Glala made a number of trips during the evacuations, and came back home loaded with men from France.
Peter Magnus, whose son Paul founded Magnus Group, and whose grandchildren are business owners in the town, served aboard Glala during Dunkirk – and Kathy said the pair hope to show his daughter, Nicki, progress on the boat.
Kathy, whose uncle was at Dunkirk, said the fighting was horrendous, and a list of suitable ships were drafted before the evacuation took place.
After Dunkirk, Glala became a hospital tender in Belfast before she ended up in the Mersey Fire Service.
It was while patrolling the river through Liverpool where her top sides were blown off during an explosion, and were later repaired by the Royal Navy.
After cruising the Mediterranean during the 1960s, Glala weighed anchor back home in Southampton, before ending up in Ipswich at the turn of millennium.
Kathy said the pair really got to work making repairs in 2018.
Andrew trained as a carpenter but restores vintage cars for a living, while Kathy works as a graphic designer.
He said restoring ships and cars required the same mentality.
Andrew revealed that, just five months after their custodianship of the vessel started, he had to undergo life-changing surgery.
He credited his recovery, both physical and mental, to working on Glala.

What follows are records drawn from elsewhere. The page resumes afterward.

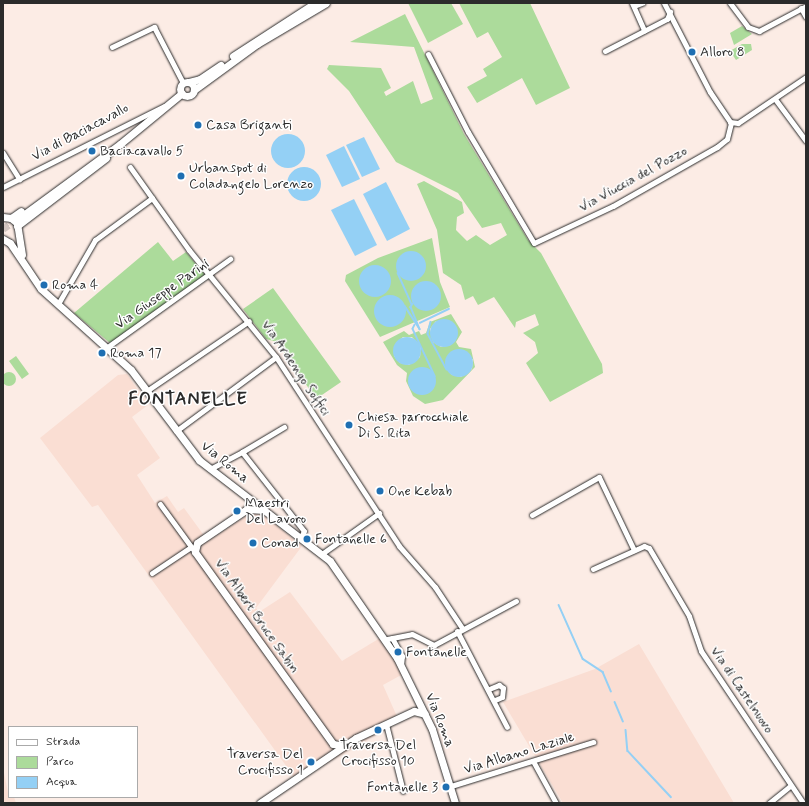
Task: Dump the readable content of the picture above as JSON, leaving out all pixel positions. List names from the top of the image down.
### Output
{
  "streets": {
    "main road": ["Via di Baciacavallo", "Via Roma", "Via Albert Bruce Sabin"],
    "street": [
      "Via Viuccia del Pozzo",
      "Via Giuseppe Parini",
      "Via Ardengo Soffici",
      "Via di Castelnuovo",
      "Via Albano Laziale"
    ]
  },
  "crossings": [
    ["Via Giuseppe Parini", "Via Ardengo Soffici"],
    ["Via Giuseppe Parini", "Via Roma"],
    ["Via Roma", "Via Albano Laziale"]
  ],
  "districts": ["FONTANELLE"],
  "places": [
    "Alloro 8",
    "Casa Briganti",
    "Baciacavallo 5",
    "Urbanspot di Coladangelo Lorenzo",
    "Roma 4",
    "Roma 17",
    "Chiesa parrocchiale Di S. Rita",
    "One Kebab",
    "Maestri Del Lavoro",
    "Fontanelle 6",
    "Conad",
    "Fontanelle",
    "Traversa Del Crocifisso 10",
    "Traversa Del Crocifisso 1",
    "Fontanelle 3"
  ],
  "legend": ["Strada", "Parco", "Acqua"]
}
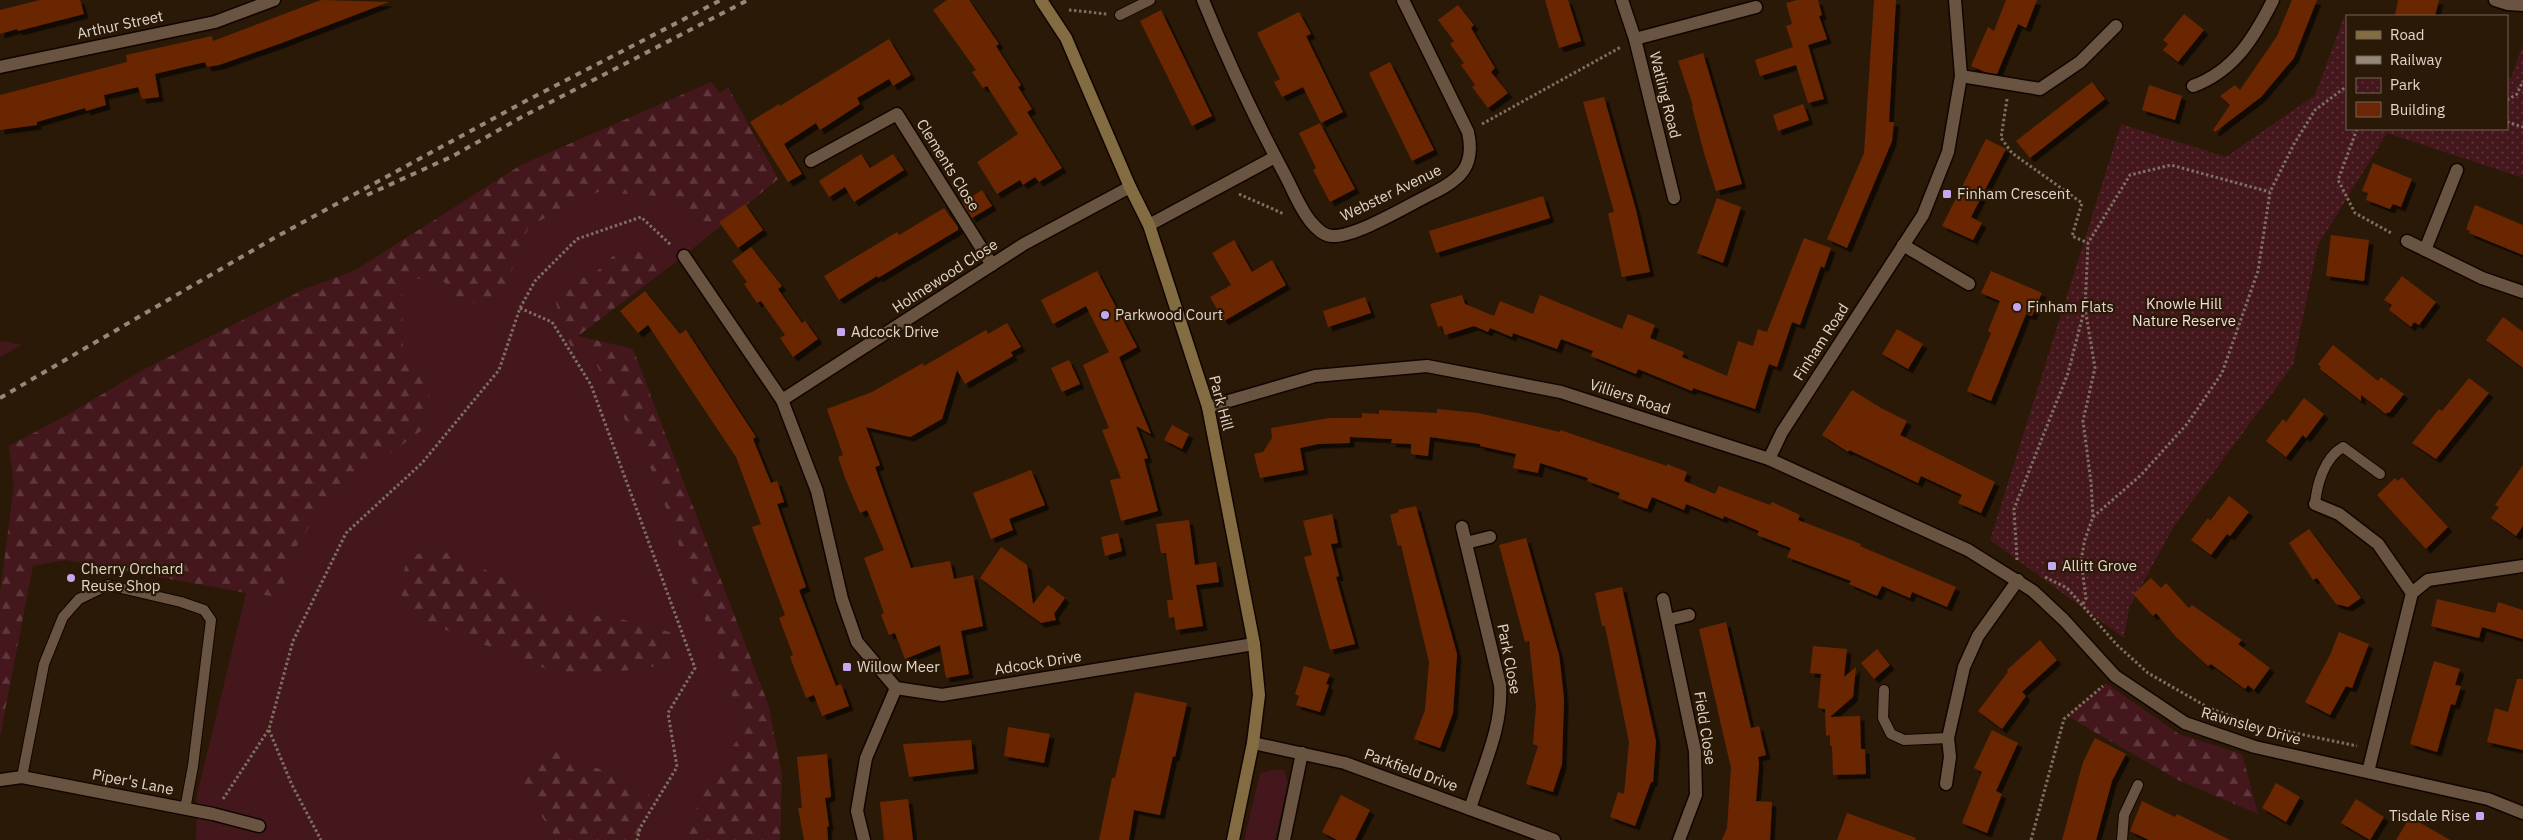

“I had a project to throw myself into, and want to see my goal of making her seaworthy complete, by the both of us. Sitting at home would not do me any good,” Andrew said.
Kathy said they want to make Glala seaworthy ‘within the next nine of so months’, which would involve caulking, the process of making the boat watertight.
They hope to take her back to all the places she visited or was stationed at during the war.
To this end, the pair set themselves a goal of returning her to Dunkirk’s waters by 2025.
Kathy said Glala was unique, but was one of a few ships from Dunkirk moored at the quays in Ipswich.
She added: “We want to be able to cruise and use her. She’s a ship with such a wonderful history – she’s also quite old, which makes her story all the more interesting.
“Covid got in the way, but we hope we can meet our goal of getting her back in the water.”